Marvin sat in Skyler’s truck, unable to move. His body had gone away and it took some time for the particles to regroup. Light was shooting out of a black hole somewhere, and no one knew why. The CB squawked—just static, but underneath he thought he heard the rhythm of a human voice. It was repeating something. A name. He picked up the CB. “Hello?” He thought he should say his own name, but he couldn’t get the words out, so he only said, “Hello?” once more, and waited. Static—and only static, this time. Marvin got out of the truck and went to his car. He opened the door and stood there a moment, thinking. He closed the door.

In his trailer, he picked up his phone and dialed his mom’s number, thinking about the car that had pulled into her turn-off last night. The phone rang only twice before she picked up.

They made plans for lunch. She sounded excited. “I’m gonna dress up a little,” she said. “You should, too. Just put on something nice and we’ll go to that vegetarian place.”

“What vegetarian place?”

“There is one. You need to get out of that tin can more often.”

He laughed, and a bead of sweat ran down his face.

After hanging up, he got a flashlight and went back to Skyler’s truck. The smoke from Bernie’s cigarette lingered, pooling in the gauges. Marvin shone the light under the seats. He opened the glove box. It had been cleaned out. He checked the driver’s side dash for the VIN and found the little metal plate, its numbers scraped off. He looked under the seats again. Then he turned off the flashlight and stood in the darkness by the truck. The truck still put out a little heat.

*

The next morning, Marvin dressed before the mirror in his bedroom. A wind had come up in the night and the day was cool and cloudless. Marvin’s thoughts seemed rooted in a far-off place, slithering across a dark, syrupy lake over weeks or years, and at last his hand would reach up and find his shirt button. He’d dressed, somehow, in a slim jacket—plum, with black pinstripes—with a blue button-up beneath, and jeans. He’d found the jacket a few years ago in a boutique in Denver. No one had known him there. It’d been easy. Standing before his mirror now, he wound his hair in a high bun. Bruises had blossomed on either side of his jaw, where Bernie had grabbed him. Marvin let his hair down and arranged it over his shoulders. It looked best that way, anyway. He turned his head to feel it move against his cheeks. He flexed his jaw. It twinged a little, not bad. Turning his head too fast had made him a little sick. He hadn’t slept.

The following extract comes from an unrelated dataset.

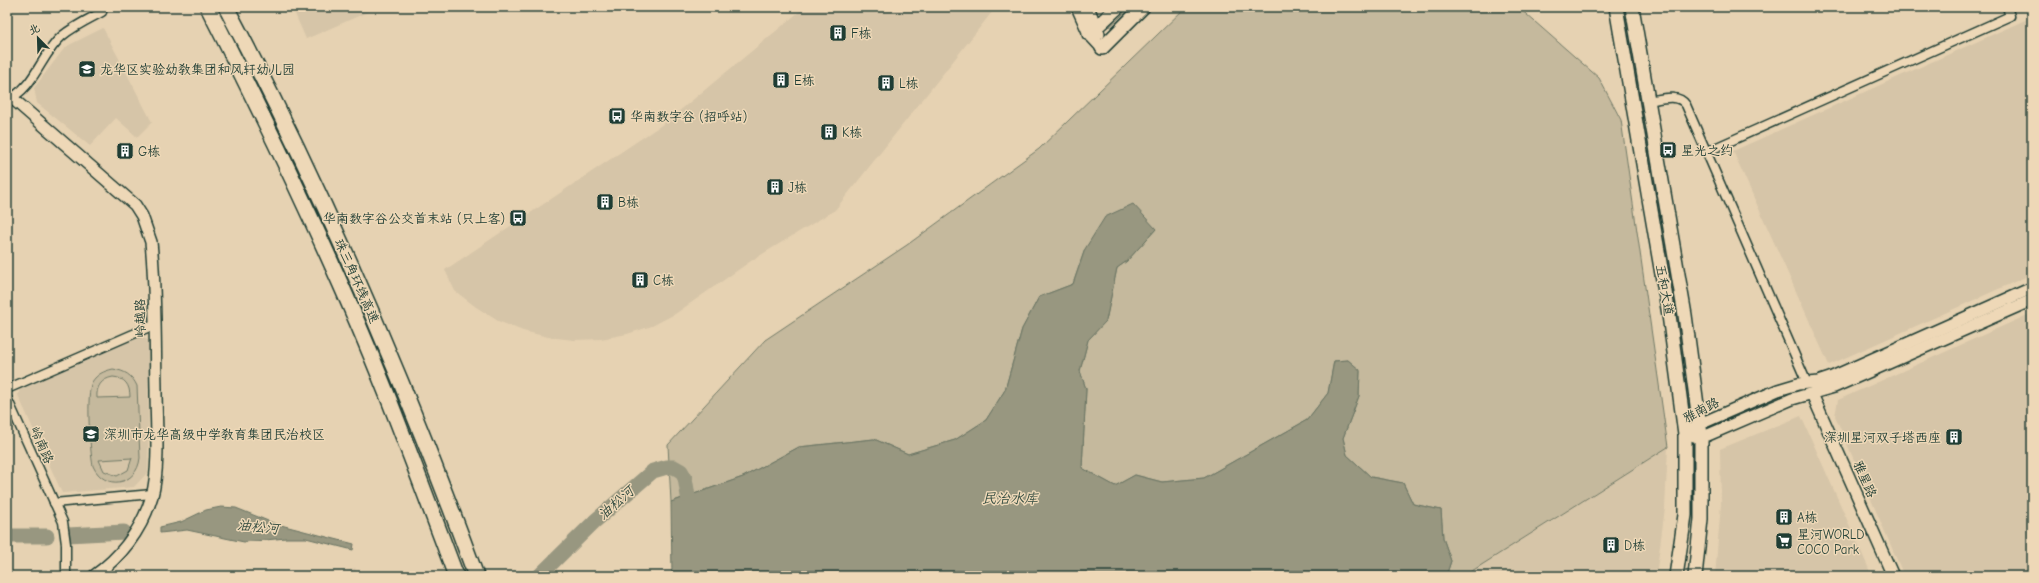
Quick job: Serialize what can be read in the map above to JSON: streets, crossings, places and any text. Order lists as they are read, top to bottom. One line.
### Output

He opened the top drawer of his dresser and removed his aluminum makeup case. Everything was in its place—his lipsticks, shadows, powders. Brushes. Pencils. Good, soft kohl. Little pots of color. Marvin stood there, frozen. His mind supplied answers, all on its own, to questions that hadn’t even occurred to him yet. And then, he felt an overwhelming numbness pressing against his temples, his lungs, the backs of his knees, spreading through his entire body—he had to move, he had to get going. He shut the case and left it on top of his dresser.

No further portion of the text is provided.